Analysts enthused over Paytm’s Q1 performance, raise target price up to ₹1,200
Many analysts have turned bullish Paytm’s The stock posted its first-quarter results announcement on Friday, which raised its price target to $1,200 per share.
Among those who raised the price target were analysts at Morgan Stanley, Goldman Sachs, Citi, YES Securities, JM Financial and CLSA. Most have suggested a “Buy” rating on the stock except for Morgan Stanley with an “Equalweight” rating.
Paytm on Friday reported a standalone net loss of Rs 358 crore, narrower than the net loss of Rs. 645 crore in the same financial quarter last year. However, the latest net loss was wider than the net loss of Rs 168 crore in the March 2023 quarter.
For the quarter under review, EBITDA before ESOP costs grew to ₹84 crore as compared to ₹52 crore in Q4FY23 (excluding UPI incentives). Paytm revenue jumped 39 percent year-on-year to INR 2,342 crore.
Paytm’s contribution profit in the first quarter of this financial year was ₹1,304 crore, an increase of 80 percent year-on-year while contribution margin improved to 56 percent from 43 percent last year, driven by an increase in net payment margin and loan distribution revenue.
Also read: Paytm loan payments grew 167% in the first quarter
However, Paytm stock closed at ₹802 on the NSE on Monday, down just over 5 percent from the previous day’s close of ₹844.
Meanwhile, Foreign Portfolio Investors (FPIs) have increased their stakes to 11.6 percent to 16.9 percent in Paytm as of the end of June 2023, according to the shareholding pattern the company has offered on exchanges.
What the analysts say
Morgan Stanley raised its price target on Paytm by 11 per cent to 830 rupees apiece on higher EBITDA margin estimates, while maintaining an “equal” rating on the stock.
Analysts at Morgan Stanley added that gross merchandise value (GMV) growth continues to be driven by healthy monthly transaction user (MTU) growth, an expanding merchant base of record, and increased device penetration.
Also read: Shriram Finance and Paytm announce ‘strategic alliance’
Analysts at Citi raised their price target to $1,200 with a “buy” rating on the stock. It says net payment margin is rising and ahead of estimates supported by lower interchange expenses.
Similarly, Goldman Sachs increased the company’s share price target to $1,200 as analysts see Paytm as not only the fastest growing company in India, but also the most profitable. The growth trajectory of payment devices impresses analysts as FY25 is expected to be the first full year of positive net income
CLSA raised the 12-month price target to $1,050 with a “Buy” rating on the stock. BofA expects the share price to rise nearly 21 percent to INR 1020 as it sees Paytm’s growth trajectory as sound. It maintains a “buy” rating on the company’s share price.
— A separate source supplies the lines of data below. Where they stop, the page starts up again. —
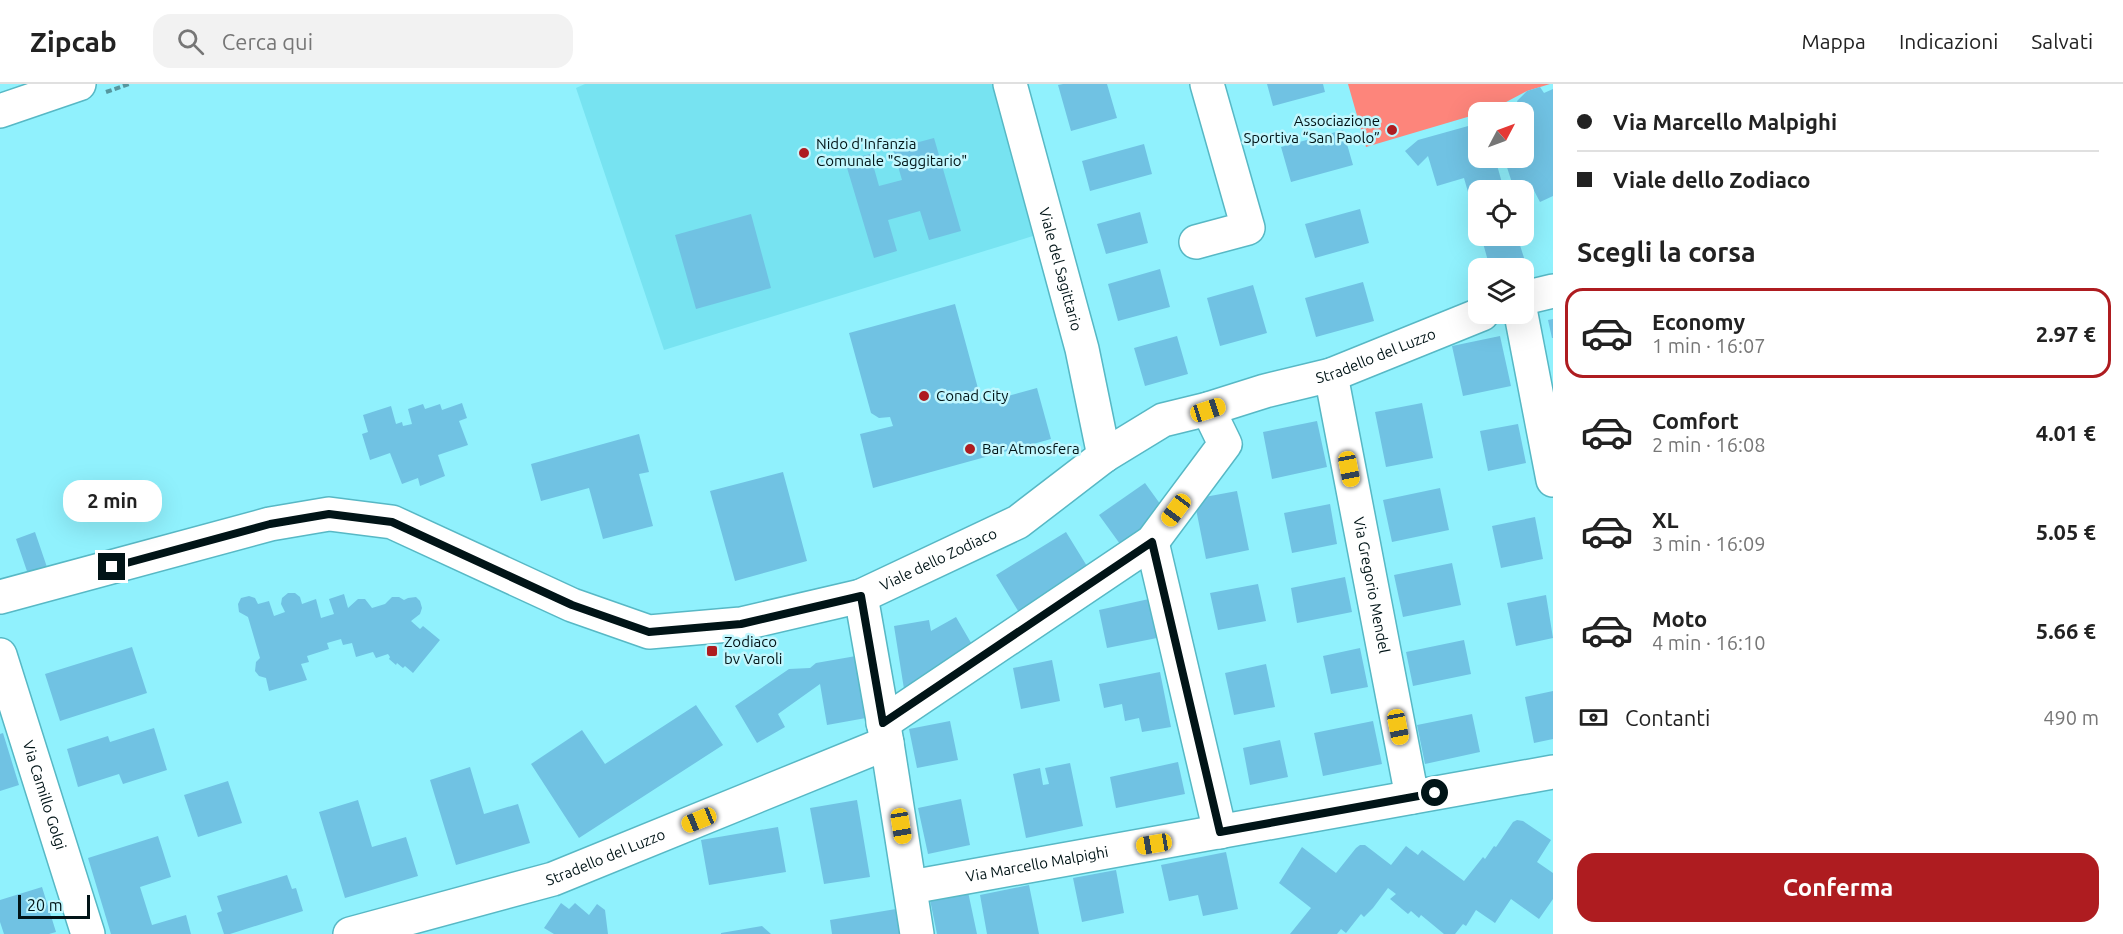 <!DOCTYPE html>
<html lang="it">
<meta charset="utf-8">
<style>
body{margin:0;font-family:Ubuntu,sans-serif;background:#f2f2f2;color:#222;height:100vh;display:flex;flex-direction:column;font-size:22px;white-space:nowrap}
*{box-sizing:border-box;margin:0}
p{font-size:20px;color:#767676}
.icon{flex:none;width:33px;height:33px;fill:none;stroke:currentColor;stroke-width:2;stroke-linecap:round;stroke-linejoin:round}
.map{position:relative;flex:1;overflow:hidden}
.drawer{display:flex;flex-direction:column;background:#fff;width:570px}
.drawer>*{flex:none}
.guide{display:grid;align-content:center;height:132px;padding:0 24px;background:#fff}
.needle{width:39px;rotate:49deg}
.tools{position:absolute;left:1468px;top:18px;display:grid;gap:12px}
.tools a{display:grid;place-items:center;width:66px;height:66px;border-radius:12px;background:#fff;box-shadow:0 6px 24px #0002;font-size:30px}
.scale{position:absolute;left:18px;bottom:15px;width:72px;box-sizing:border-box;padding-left:6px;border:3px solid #011417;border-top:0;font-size:16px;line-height:21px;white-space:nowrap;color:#011417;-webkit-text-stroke:4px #c1f7fe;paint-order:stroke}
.end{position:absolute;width:27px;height:27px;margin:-14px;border:8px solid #011417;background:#fff;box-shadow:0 0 0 3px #fff}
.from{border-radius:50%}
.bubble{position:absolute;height:42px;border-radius:18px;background:#fff;box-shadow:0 6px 24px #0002;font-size:20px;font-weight:700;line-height:42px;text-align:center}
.car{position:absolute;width:18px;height:36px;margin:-18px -9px;border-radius:8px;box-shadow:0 0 4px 2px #0007;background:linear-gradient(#f5c518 24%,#345 0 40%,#f5c518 0 76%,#345 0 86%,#f5c518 0)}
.guide b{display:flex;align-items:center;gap:21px;height:57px;font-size:22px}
.guide b+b{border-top:2px solid #e0e0e0}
.guide i{width:15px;height:15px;background:#222}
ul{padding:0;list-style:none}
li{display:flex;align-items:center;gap:18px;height:90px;margin:0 12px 9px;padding:0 12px;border:3px solid transparent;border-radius:18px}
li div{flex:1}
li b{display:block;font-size:22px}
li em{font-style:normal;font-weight:700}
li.current{border-color:#ae1c20}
li>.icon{width:54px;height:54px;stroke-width:1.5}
h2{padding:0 24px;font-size:27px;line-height:72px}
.pay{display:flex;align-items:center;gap:15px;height:66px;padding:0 24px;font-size:22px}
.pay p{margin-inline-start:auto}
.primary-button{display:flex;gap:12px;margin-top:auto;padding:12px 24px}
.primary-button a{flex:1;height:69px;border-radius:18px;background:#ae1c20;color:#fff;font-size:24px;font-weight:700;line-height:69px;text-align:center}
header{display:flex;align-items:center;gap:36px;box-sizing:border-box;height:84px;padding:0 30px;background:#fff;border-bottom:2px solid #e0e0e0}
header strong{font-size:28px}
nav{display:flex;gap:33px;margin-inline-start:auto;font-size:21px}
.search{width:420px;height:54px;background:#f2f2f2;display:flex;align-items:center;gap:15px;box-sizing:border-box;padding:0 21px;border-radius:18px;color:#767676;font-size:22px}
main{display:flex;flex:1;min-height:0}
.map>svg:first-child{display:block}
</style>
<header>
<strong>Zipcab</strong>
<div class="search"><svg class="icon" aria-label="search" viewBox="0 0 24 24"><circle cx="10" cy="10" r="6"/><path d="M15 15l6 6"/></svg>Cerca qui</div>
<nav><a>Mappa</a><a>Indicazioni</a><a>Salvati</a></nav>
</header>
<main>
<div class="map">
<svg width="1553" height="850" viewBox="0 0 1553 850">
<rect width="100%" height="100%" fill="#90f1fd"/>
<!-- built -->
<path fill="#77e3f1" d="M585,0H992L1033,152L664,266L576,4Z"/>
<!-- green -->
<path fill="#fd857b" d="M1348,0H1550L1527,7L1491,26L1366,63Z"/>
<!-- building -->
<path fill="#70c2e3" d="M1063,0H1107L1117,34L1071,47L1058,1Z
M1267,0H1323L1325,8L1273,22Z
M1540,3L1544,9L1553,5V112L1540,118L1530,99L1514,105L1504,74H1524V28H1509L1519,23L1517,17L1527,7Z
M1479,39V74H1495L1504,106H1479L1478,143L1464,94L1437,102L1428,72L1418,82L1405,67L1418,56Z
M1343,46L1353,81L1291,98L1281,63Z
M934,54L961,147L929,156L920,127L888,136L897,167L874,174L845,77L870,70L879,102L902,96L893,65Z
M1144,60L1152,90L1090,107L1082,77Z
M1360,125L1369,159L1315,174L1305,140Z
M1140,128L1148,159L1106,170L1097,140Z
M751,130L771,204L696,225L675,151Z
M1481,152H1517L1526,180L1510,184H1490Z
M1160,185L1170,223L1118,237L1108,200Z
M1363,198L1374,237L1316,253L1305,214Z
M1253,201L1267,249L1220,262L1207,214Z
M955,220L982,319L1037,304L1051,355L873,404L860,350L893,342L890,333L879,334L871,329L849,249Z
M1553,235V254H1552L1548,236Z
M1177,252L1188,290L1145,302L1134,264Z
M1500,252L1511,302L1463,312L1452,262Z
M462,319L467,334L459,337L468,361L438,371L445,392L420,402L418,394L402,400L390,369L370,376L362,350L368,348L363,331L391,322L396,340L402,338L403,342L412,340L408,325L423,320L425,325L440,320L442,326Z
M1422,319L1433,374L1386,383L1375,328Z
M1317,337L1327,383L1272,395L1263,348Z
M1518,340L1526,379L1488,387L1480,347Z
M639,350L649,388L639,390L653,442L603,455L589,404L541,417L531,380Z
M783,388L807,477L735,497L710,407Z
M1145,399L1166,428L1120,460L1099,431Z
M1440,404L1449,446L1392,458L1383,416Z
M1237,407L1249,466L1206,475L1194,415Z
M1330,420L1337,460L1292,469L1284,429Z
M1535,433L1543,475L1501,484L1492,442Z
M35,448L49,489L30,496L16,455Z
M1066,448L1090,487L1020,530L996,491Z
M1452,479L1461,521L1403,533L1394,491Z
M1345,493L1352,528L1297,539L1291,504Z
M1258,500L1266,537L1218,546L1210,509Z
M288,509H295L300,513L302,520L316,515L321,534L334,530L329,515L344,510L348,524L358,515H365L372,524L385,520L392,513H399L404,516L408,514L416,513L420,517L422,524L420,530L411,537L420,545L423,542L440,556L413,589L405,582L403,584L397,579L396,581L389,575L390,573L388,570L376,574L373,568L356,573L352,559L343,561L341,555L327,559L329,565L307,572L309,578L301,580L307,596L269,607L266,594L259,592L255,587L256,578L260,574L248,533L239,528L238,520L241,514L249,512L255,514L258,520L269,517L274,532L285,528L281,520L282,514Z
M1546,511L1553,554L1516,562L1507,519Z
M1149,515L1157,554L1107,564L1099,526Z
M956,533L977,569L921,602L904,605L894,542L929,536L931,547Z
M1464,556L1471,590L1413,602L1406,568Z
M132,563L147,609L60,637L45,590Z
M1360,564L1368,603L1331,610L1323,572Z
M856,572L866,634L827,641L820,600L778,630L785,643L757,659L735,622L789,585L810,584L816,579Z
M1052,576L1060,617L1021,625L1013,584Z
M1266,580L1275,623L1234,631L1225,589Z
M1160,588L1171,643L1142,648L1139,634L1125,637L1122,620L1104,624L1099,600Z
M1553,607V655L1534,659L1525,613Z
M696,621L723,661L579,754L531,680L582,646L605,680Z
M1472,630L1480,668L1425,680L1417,641Z
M950,637L958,676L917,684L909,645Z
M1373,637L1382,680L1323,692L1314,649Z
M154,644L167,686L123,700L119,690L78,703L67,665L108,652L110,658Z
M3,649L19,701L0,707V650Z
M1280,656L1288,693L1250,701L1243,664Z
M1178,678L1185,710L1116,724L1110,693Z
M1070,679L1083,742L1026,754L1013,690L1040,684L1043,701L1049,700L1045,684Z
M470,683L484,730L518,720L530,759L456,781L430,696Z
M228,697L242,739L198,753L184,711Z
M961,715L970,761L928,770L918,724Z
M358,716L372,763L406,753L418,792L345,814L319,728Z
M857,716L870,793L824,800L810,724Z
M1517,736L1523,737L1551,756L1537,778L1553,789V815L1539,835L1511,815L1495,839L1476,826L1466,842L1463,840L1455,850H1444L1421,831L1419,834L1411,827L1408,830L1390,815L1396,810L1388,804L1373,824L1364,833L1361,830L1346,849L1341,845L1337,850H1290L1311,824L1279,799L1302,763L1336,789L1356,764L1360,761H1365L1391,781L1406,762L1418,771L1422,766L1464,797L1483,773L1485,775L1494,762L1496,763L1513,738Z
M778,743L786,788L709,801L701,756Z
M158,752L171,793L140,803L152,841L186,831L191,850H111L88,774Z
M1226,768L1238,825L1203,832L1198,811L1169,817L1161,781Z
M1116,786L1124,829L1082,838L1073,794Z
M287,791L292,805L296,804L303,827L230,850H224L217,829L222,827L217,812Z
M1029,801L1039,850H987L980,811Z
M42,803L56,848L49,850H4L0,838V816Z
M967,803L977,850H937L929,811Z
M561,819L569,825L575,819L589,831L597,820L605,826L608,850H554L544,844Z
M896,825L900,850H832L830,836Z
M762,842L771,850H721V849Z"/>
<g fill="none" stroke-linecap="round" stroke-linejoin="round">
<defs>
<g id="minor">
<path id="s1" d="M1010,0L1082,265L1104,372"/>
<path d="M0,27L79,0"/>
<path d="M1196,158L1248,144L1207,0"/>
<path d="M1524,214L1553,207"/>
<path d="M1521,230L1553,396"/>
<path id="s2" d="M1331,291L1412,713"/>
<path d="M1152,458L1220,748"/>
<path d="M861,512L887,659L917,850"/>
<path id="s3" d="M0,513L270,440L329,430L392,438L572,521L649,548L741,540L861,512L1018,438L1104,372L1163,336L1208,325L1265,307L1331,291L1482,230"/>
<path id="s4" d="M0,571L88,850"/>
<path d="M883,639L1152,458L1225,360L1208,325"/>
<path id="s5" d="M911,803L1553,688"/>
<path id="s6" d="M350,850L553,795L887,659"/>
</g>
</defs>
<!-- minor casing -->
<use href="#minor" stroke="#57b8c5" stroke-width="36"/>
<!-- path -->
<path stroke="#55979f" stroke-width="4" stroke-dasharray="6 3" stroke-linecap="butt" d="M106,8L129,0"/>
<!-- minor -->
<use href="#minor" stroke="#fff" stroke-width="33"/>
</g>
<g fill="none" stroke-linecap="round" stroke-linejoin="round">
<!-- route -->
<path stroke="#011417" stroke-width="8" d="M112,483L270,440L329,430L392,438L572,521L649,548L741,540L861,512L883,639L1152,458L1220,748L1435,709"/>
</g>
<!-- markers -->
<g fill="#ae1c20" stroke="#c1f7fe" stroke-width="2">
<circle cx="1392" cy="46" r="6"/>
<circle cx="804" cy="69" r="6"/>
<circle cx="924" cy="312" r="6"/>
<circle cx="970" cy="365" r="6"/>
<rect x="706" y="561" width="12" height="12" rx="3"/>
</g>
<g text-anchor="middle" stroke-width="5" stroke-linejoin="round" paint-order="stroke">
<!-- poi labels -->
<g font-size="15" fill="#011417" stroke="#c1f7fe" text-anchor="start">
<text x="1380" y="42" text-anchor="end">Associazione<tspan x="1380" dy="17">Sportiva “San Paolo”</tspan></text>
<text x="816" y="65">Nido d'Infanzia<tspan x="816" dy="17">Comunale "Saggitario"</tspan></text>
<text x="936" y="317">Conad City</text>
<text x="982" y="370">Bar Atmosfera</text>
<text x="724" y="563">Zodiaco<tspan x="724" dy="17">bv Varoli</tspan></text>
</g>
<!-- street labels -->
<g font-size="15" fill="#011417" stroke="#c1f7fe">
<text dy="5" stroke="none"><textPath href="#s1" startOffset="192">Viale del Sagittario</textPath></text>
<text dy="5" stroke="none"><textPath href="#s3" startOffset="1472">Stradello del Luzzo</textPath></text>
<text dy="5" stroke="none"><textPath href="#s3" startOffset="984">Viale dello Zodiaco</textPath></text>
<text dy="5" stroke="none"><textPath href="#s2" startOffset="214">Via Gregorio Mendel</textPath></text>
<text dy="5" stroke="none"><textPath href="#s4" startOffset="147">Via Camillo Golgi</textPath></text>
<text dy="5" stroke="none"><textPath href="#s6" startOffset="267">Stradello del Luzzo</textPath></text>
<text dy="5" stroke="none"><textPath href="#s5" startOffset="128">Via Marcello Malpighi</textPath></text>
</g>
</g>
</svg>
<div class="tools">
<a><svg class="needle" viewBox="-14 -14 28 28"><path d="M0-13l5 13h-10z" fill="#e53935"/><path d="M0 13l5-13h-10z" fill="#767676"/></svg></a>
<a><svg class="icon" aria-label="locate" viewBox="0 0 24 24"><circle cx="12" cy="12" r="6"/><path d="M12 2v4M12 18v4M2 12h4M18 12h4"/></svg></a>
<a><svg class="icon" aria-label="layers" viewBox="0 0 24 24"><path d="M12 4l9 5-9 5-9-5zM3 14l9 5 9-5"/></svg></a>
</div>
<div class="scale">20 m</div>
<i class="end from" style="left:1435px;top:709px"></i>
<i class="end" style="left:112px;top:483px"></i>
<div class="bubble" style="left:63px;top:396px;width:99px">2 min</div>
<i class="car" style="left:1208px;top:326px;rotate:72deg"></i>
<i class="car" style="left:1349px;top:385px;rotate:169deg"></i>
<i class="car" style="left:1176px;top:426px;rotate:217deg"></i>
<i class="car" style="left:1398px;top:643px;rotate:169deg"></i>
<i class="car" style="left:699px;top:736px;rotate:248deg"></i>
<i class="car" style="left:901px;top:742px;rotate:171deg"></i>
<i class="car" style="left:1154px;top:760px;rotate:260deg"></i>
</div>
<section class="drawer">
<div class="guide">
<b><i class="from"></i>Via Marcello Malpighi</b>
<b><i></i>Viale dello Zodiaco</b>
</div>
<h2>Scegli la corsa</h2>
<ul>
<li class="current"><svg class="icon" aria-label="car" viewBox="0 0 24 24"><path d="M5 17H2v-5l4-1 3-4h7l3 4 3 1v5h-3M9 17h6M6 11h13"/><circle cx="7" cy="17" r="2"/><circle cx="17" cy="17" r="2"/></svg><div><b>Economy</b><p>1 min · 16:07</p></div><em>2.97 €</em></li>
<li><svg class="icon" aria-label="car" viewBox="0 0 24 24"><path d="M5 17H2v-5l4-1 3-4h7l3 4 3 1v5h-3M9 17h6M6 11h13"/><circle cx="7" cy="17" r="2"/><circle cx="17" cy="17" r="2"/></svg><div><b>Comfort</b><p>2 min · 16:08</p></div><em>4.01 €</em></li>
<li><svg class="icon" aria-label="car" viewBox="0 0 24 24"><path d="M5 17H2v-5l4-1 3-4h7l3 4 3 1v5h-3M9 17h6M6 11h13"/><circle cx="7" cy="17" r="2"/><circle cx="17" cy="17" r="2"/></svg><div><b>XL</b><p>3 min · 16:09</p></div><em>5.05 €</em></li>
<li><svg class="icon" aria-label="car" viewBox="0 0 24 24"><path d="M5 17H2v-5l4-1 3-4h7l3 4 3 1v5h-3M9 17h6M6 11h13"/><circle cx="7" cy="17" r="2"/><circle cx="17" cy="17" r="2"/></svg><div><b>Moto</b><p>4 min · 16:10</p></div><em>5.66 €</em></li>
</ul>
<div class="pay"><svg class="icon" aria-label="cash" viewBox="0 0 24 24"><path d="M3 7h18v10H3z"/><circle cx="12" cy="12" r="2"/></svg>Contanti<p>490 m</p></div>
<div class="primary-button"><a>Conferma</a></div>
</section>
</main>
Also read: Paytm brings UPI SDK in India for faster payments
Moreover, analysts at Motilal Oswal Financial Services We see a potential 19 percent rise in Paytm share price to INR 1,000 apiece. The brokerage maintained a “buy” because it still believes Paytm will break even in FY25. Management reiterated that the fintech pioneer remains focused on turning free cash flow positive before the end of FY24. “Paytm reported Q1 FY24 largely in line with continued momentum in GMV and strong payments growth. We believe continued improvement in contribution margin and operating leverage will continue to drive operating profitability.”
YES Securities upgraded Paytm’s rating to ‘Add’ from ‘Neutral’ previously, and revised its price target upward to INR950 per lot.
Paytm management directed that the company would achieve 7-9 bps net payments margin including the UPI incentive but achieved the same without the UPI incentive. It said the improvement in payments net margin was driven, among other factors, by the attraction of higher margin payment products such as EMI and card transactions.
GM Finance He also upgraded the price target to ₹1,060 from ₹855 while maintaining a “buy” rating on the company’s stock.